### PROBLEM TO SOLVE
All lines from the one containing "for (const [x, y, r, color]" to the end of the entries below must be output exactly, and no other lines.

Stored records
+===+

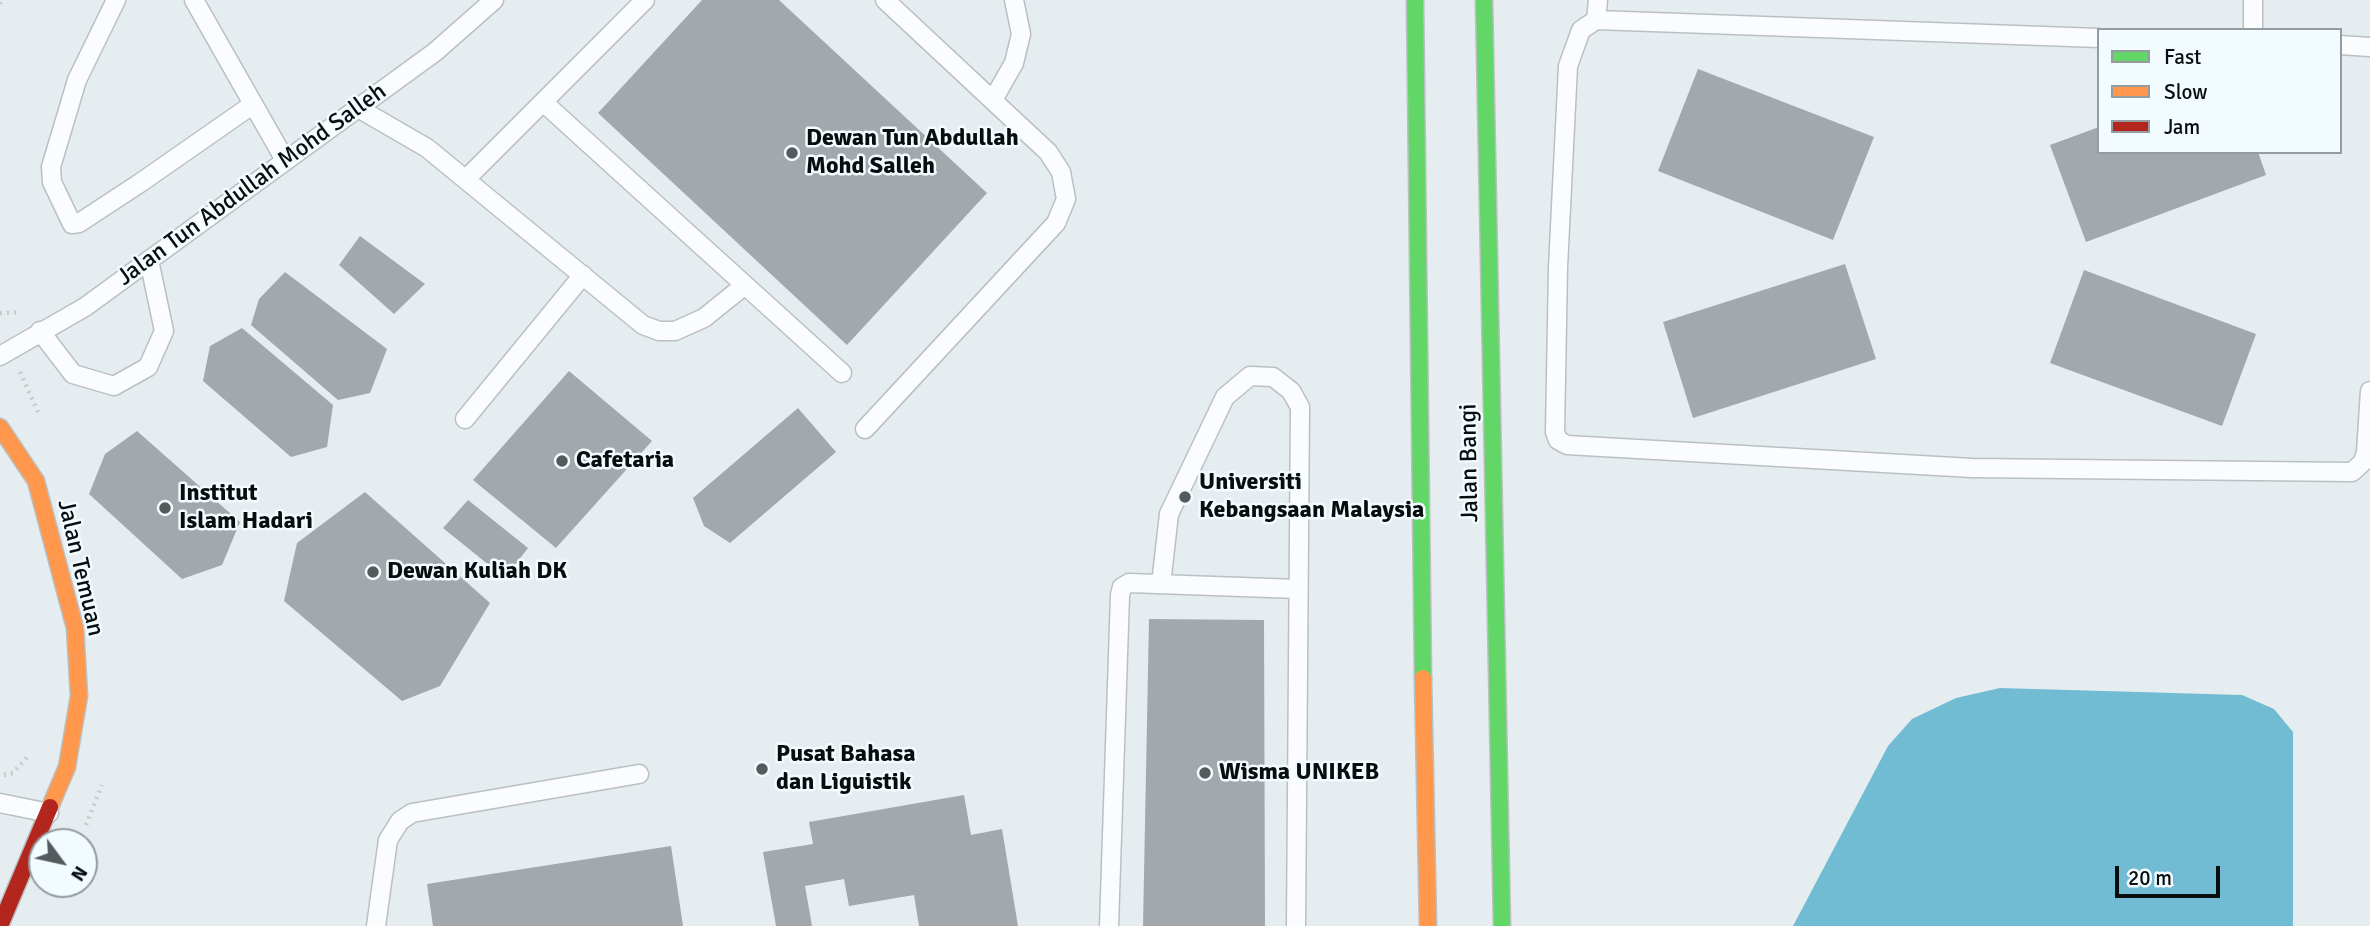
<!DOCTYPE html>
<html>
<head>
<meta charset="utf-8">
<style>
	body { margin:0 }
	#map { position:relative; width:2370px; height:926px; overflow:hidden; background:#e5edf0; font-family:Signika,sans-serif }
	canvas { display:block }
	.legend { position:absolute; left:2097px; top:28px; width:245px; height:126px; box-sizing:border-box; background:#f2fbff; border:2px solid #949c9f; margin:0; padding:9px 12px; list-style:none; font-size:21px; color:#080d0e }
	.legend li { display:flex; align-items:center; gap:14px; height:35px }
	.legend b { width:35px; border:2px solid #949c9f }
	.north { position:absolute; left:28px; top:828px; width:70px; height:70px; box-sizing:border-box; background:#f2fbff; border:2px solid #949c9f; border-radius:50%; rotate:123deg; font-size:19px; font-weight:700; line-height:28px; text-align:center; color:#080d0e }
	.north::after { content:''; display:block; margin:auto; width:24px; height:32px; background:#555b5d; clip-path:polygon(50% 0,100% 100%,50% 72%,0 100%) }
	.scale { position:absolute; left:2115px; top:866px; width:105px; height:32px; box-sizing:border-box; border:4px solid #080d0e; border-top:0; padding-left:9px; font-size:21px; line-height:24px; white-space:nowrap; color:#080d0e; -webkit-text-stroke:5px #f2fbff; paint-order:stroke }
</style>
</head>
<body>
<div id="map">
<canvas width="2370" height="926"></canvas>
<ul class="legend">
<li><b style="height:9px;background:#63d668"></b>Fast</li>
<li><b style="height:9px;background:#ff974d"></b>Slow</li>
<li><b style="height:9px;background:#b3261e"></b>Jam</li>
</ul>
<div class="north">N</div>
<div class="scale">20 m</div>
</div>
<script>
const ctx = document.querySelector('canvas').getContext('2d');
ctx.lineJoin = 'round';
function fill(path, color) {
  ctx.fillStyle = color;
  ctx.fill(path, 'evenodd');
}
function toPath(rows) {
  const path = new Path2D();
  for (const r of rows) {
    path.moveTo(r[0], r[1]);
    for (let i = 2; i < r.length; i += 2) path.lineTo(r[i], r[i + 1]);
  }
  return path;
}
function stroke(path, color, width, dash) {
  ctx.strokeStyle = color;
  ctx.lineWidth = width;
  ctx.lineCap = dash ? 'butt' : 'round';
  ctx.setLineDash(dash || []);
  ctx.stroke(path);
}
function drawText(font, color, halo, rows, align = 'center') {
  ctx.font = font + ' Signika,sans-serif';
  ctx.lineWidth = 5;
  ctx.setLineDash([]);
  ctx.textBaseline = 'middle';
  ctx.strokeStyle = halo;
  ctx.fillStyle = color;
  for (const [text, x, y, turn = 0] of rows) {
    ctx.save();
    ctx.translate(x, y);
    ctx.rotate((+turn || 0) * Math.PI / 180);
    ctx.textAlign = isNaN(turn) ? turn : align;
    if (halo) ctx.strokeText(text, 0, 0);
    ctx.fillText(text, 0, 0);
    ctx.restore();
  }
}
fill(toPath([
	[2000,688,2242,695,2274,709,2293,732,2293,926,1793,926,1888,746,1912,719,1956,698]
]), '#71bcd3');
fill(toPath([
	[702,0,779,0,987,193,847,345,598,113],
	[1698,69,1874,137,1833,240,1658,171],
	[2099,127,2099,152,2258,152,2266,175,2086,242,2050,145],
	[360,236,425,284,394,314,339,265],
	[1845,264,1876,359,1693,418,1663,322],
	[2084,270,2256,334,2222,426,2050,363],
	[285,272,387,349,370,393,338,400,251,325,259,299],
	[242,328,333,405,327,447,291,457,203,381,210,346],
	[569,371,652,441,556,548,473,480],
	[798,408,836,452,730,543,704,526,693,498],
	[137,431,240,522,222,565,182,579,89,494,105,454],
	[365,492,490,603,440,686,402,701,284,601,297,543],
	[468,500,528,548,505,578,443,528],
	[1149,619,1264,620,1265,926,1143,926],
	[964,795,971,835,1002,829,1018,926,919,926,914,895,849,906,844,879,805,886,812,926,776,926,763,852,813,844,809,822],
	[671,846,683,926,433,926,427,884]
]), '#a2a8ab');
const lane = toPath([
	[116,0,77,80,51,167,52,182,72,224,79,223,140,183,252,105],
	[194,0,285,160],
	[2253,0,2253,30],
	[1596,20,1598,0],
	[2099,38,1596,20,1581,30,1568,66,1558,267,1555,432,1558,440,1567,445,1972,468,2352,472,2363,462,2366,452,2370,391],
	[2340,45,2370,47],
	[993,100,1014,63,1021,34,1014,0],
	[543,102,842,373],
	[358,108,427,148,643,325,659,331,675,331,704,318,745,285],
	[466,179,645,0],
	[40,331,73,374,114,386,148,367,164,331,149,260],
	[0,356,85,307,435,52,494,0],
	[465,419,583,275],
	[865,429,1056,223,1066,199,1061,172,1048,152,885,0],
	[1161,584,1169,514,1225,397,1250,376,1273,377,1291,391,1300,407,1296,926],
	[0,803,49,813],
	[376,926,388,840,400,821,412,813,639,774],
	[1109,926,1120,595,1122,587,1129,583,1298,589]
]);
const fast = toPath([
	[1415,0,1423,678],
	[1484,0,1502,926]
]);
const slow = toPath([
	[0,427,36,481,75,628,79,696,67,767,50,807],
	[1423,678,1428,926]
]);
const jam = toPath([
	[0,926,50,807]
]);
stroke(lane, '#bac0c2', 21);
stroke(fast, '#bac0c2', 19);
stroke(slow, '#bac0c2', 19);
stroke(jam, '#bac0c2', 19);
stroke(toPath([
	[0,4,1,0],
	[0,313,20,312],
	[20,372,38,412],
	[4,775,13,773,29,755],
	[86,825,102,785]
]), '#c8cbcc', 4.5, [2, 5]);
stroke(lane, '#fbfcfd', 18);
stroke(fast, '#63d668', 16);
stroke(slow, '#ff974d', 16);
stroke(jam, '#b3261e', 16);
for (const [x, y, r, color] of [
	[792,153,7,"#555b5d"],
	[562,461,7,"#555b5d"],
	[1185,497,7,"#555b5d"],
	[165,508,7,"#555b5d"],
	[373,572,7,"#555b5d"],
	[762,769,7,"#555b5d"],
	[1205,773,7,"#555b5d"]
]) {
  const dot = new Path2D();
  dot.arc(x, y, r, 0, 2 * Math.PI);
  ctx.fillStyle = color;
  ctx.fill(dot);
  stroke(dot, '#f2fbff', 2.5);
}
drawText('bold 24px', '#080d0e', '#f2fbff', [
	["Dewan Tun Abdullah",806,139],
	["Mohd Salleh",806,167],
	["Cafetaria",576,461],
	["Universiti",1199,483],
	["Kebangsaan Malaysia",1199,511],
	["Institut",179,494],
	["Islam Hadari",179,522],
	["Dewan Kuliah DK",387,572],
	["Pusat Bahasa",776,755],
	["dan Liguistik",776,783],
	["Wisma UNIKEB",1219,773]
], 'left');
drawText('24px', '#080d0e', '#f2fbff', [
	["Jalan Tun Abdullah Mohd Salleh",252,185,-36],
	["Jalan Bangi",1470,463,-91],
	["Jalan Temuan",80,568,77]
]);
</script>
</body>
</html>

+===+

### EXERCISE RESULT
for (const [x, y, r, color] of [
	[792,153,7,"#555b5d"],
	[562,461,7,"#555b5d"],
	[1185,497,7,"#555b5d"],
	[165,508,7,"#555b5d"],
	[373,572,7,"#555b5d"],
	[762,769,7,"#555b5d"],
	[1205,773,7,"#555b5d"]
]) {
  const dot = new Path2D();
  dot.arc(x, y, r, 0, 2 * Math.PI);
  ctx.fillStyle = color;
  ctx.fill(dot);
  stroke(dot, '#f2fbff', 2.5);
}
drawText('bold 24px', '#080d0e', '#f2fbff', [
	["Dewan Tun Abdullah",806,139],
	["Mohd Salleh",806,167],
	["Cafetaria",576,461],
	["Universiti",1199,483],
	["Kebangsaan Malaysia",1199,511],
	["Institut",179,494],
	["Islam Hadari",179,522],
	["Dewan Kuliah DK",387,572],
	["Pusat Bahasa",776,755],
	["dan Liguistik",776,783],
	["Wisma UNIKEB",1219,773]
], 'left');
drawText('24px', '#080d0e', '#f2fbff', [
	["Jalan Tun Abdullah Mohd Salleh",252,185,-36],
	["Jalan Bangi",1470,463,-91],
	["Jalan Temuan",80,568,77]
]);
</script>
</body>
</html>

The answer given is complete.